Instructions for the task: Copy the result of filtering the entries below for lines that include the string "Input".

Raw data:

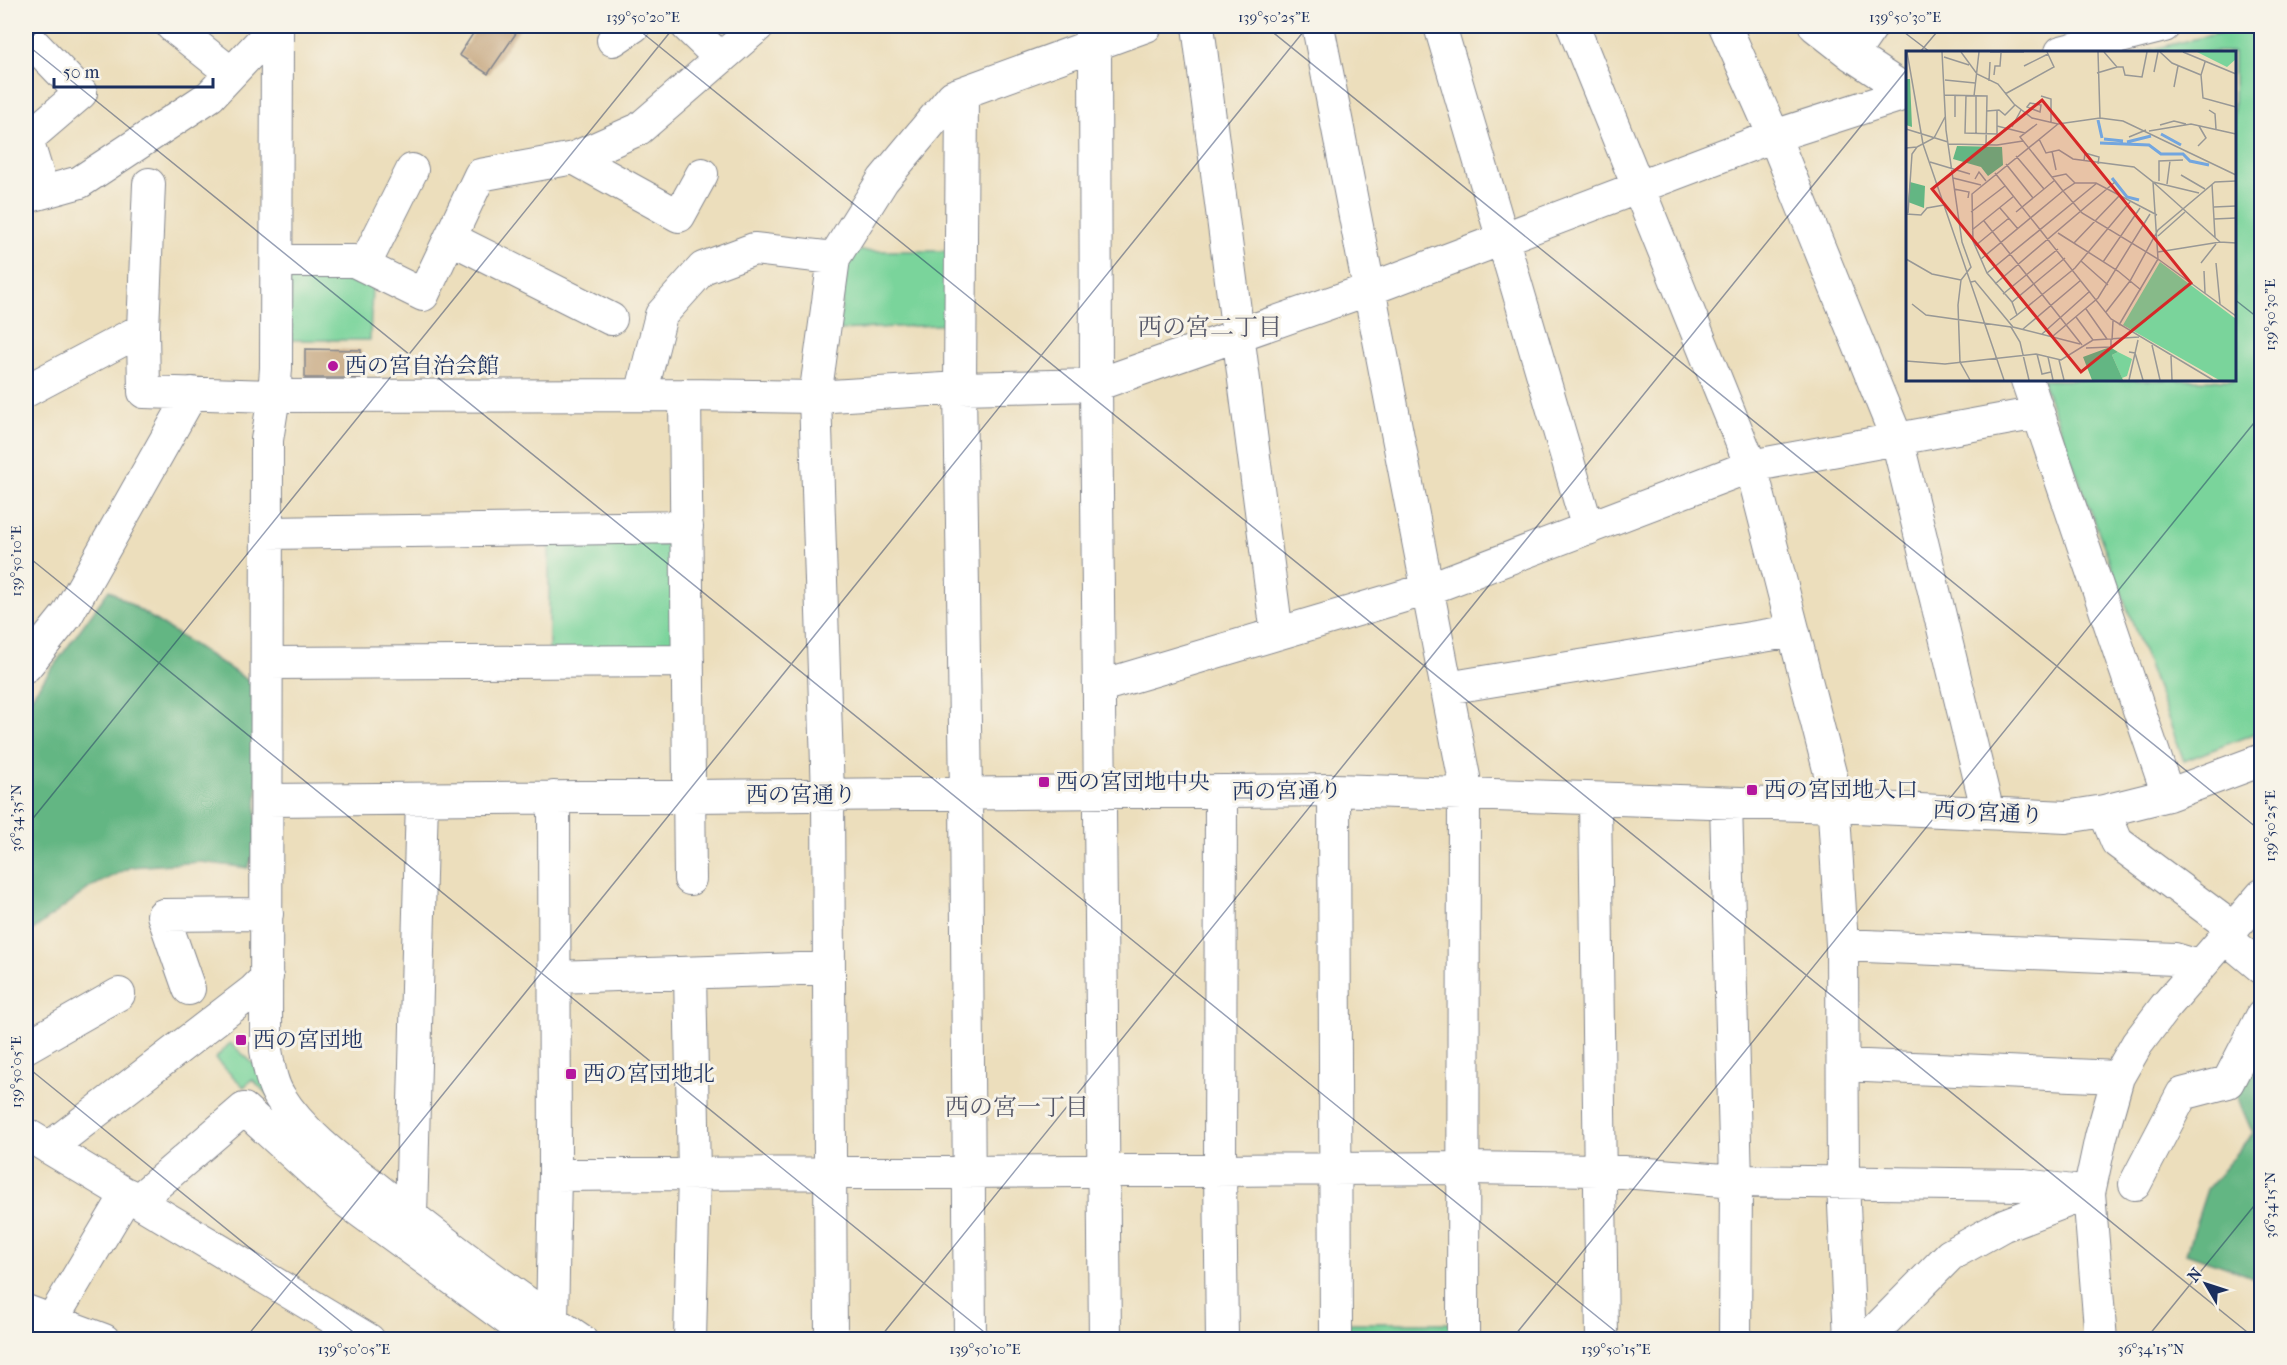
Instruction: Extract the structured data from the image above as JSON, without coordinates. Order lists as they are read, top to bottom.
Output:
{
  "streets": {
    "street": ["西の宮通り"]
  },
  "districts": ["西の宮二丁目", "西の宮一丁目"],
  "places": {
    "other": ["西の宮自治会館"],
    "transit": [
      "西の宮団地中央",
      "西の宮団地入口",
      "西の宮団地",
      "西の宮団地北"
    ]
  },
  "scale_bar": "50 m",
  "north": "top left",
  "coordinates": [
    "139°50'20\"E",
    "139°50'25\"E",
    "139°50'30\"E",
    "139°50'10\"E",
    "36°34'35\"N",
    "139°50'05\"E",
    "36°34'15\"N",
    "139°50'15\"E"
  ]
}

---

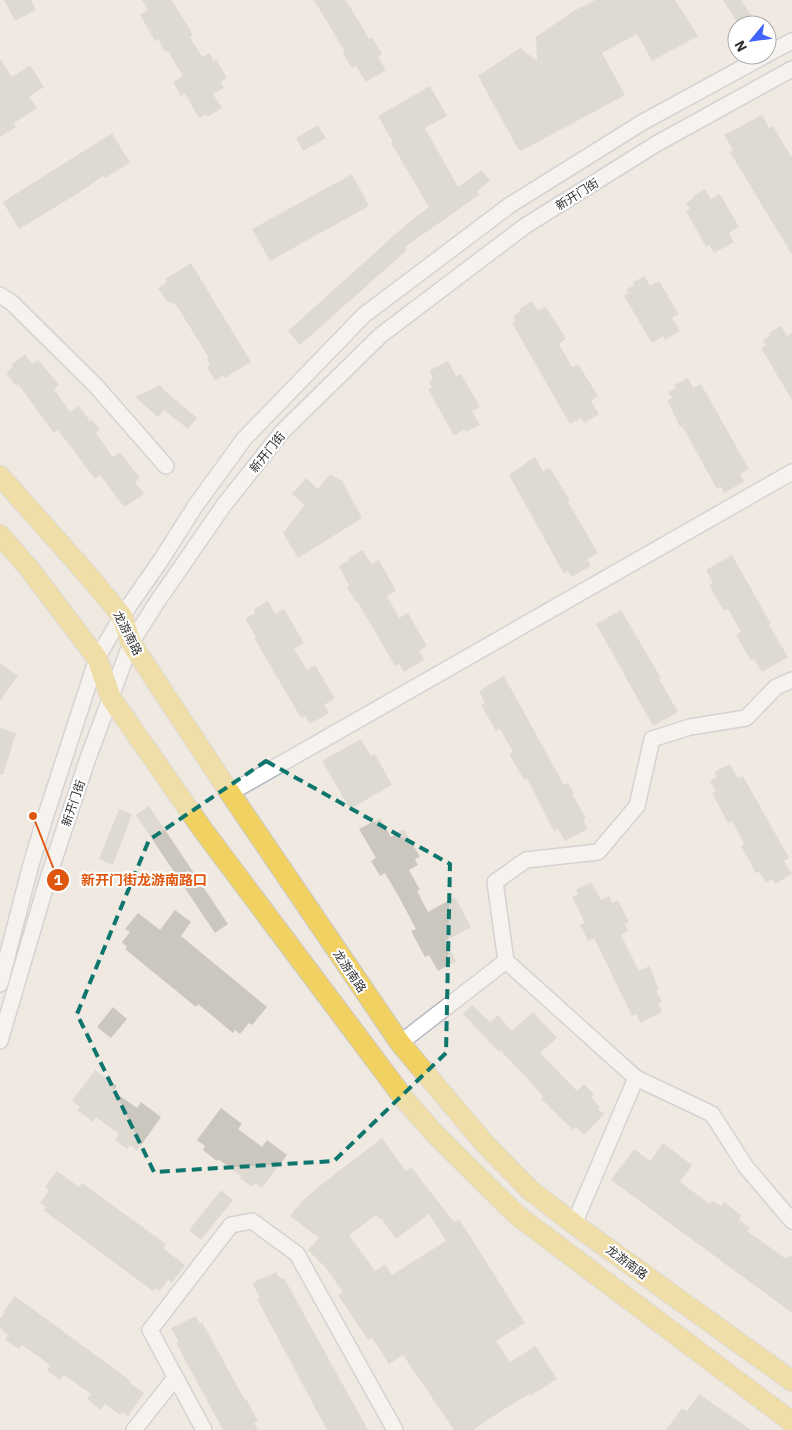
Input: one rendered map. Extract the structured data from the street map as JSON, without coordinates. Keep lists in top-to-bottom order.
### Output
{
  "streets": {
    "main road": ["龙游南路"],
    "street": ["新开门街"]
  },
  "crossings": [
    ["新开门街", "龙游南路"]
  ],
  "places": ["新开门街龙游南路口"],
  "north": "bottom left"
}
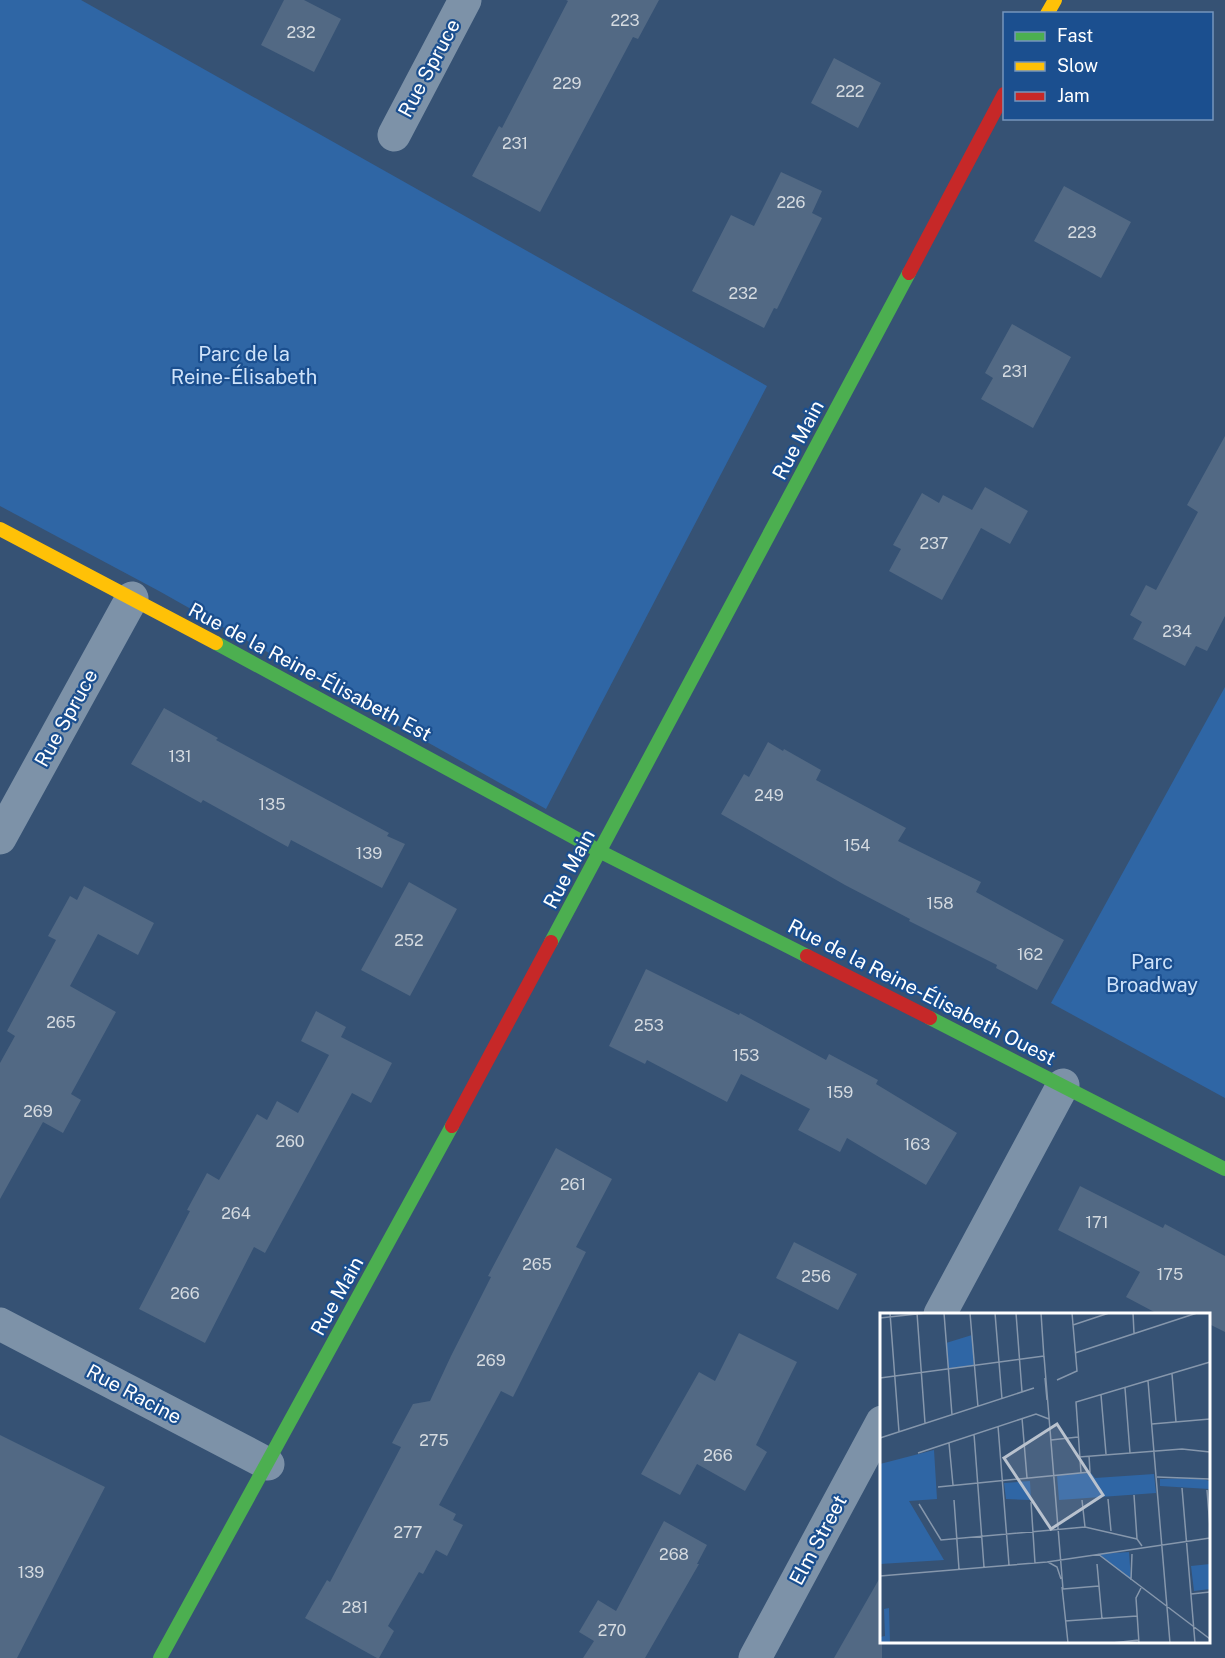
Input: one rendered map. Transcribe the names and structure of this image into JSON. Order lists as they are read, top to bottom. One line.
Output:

* * *

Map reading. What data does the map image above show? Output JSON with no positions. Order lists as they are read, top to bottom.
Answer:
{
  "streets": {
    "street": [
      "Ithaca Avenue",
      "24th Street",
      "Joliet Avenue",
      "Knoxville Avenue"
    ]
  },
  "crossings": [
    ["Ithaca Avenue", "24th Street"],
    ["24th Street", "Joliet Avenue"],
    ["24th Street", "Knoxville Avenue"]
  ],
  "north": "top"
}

Response to this exercise:
Input: one rendered map. Extract the structured data from the street map as JSON, without coordinates. Keep lists in top-to-bottom order.
Input: one rendered map. Transcribe the names and structure of this image into JSON. Order lists as they are read, top to bottom. One line.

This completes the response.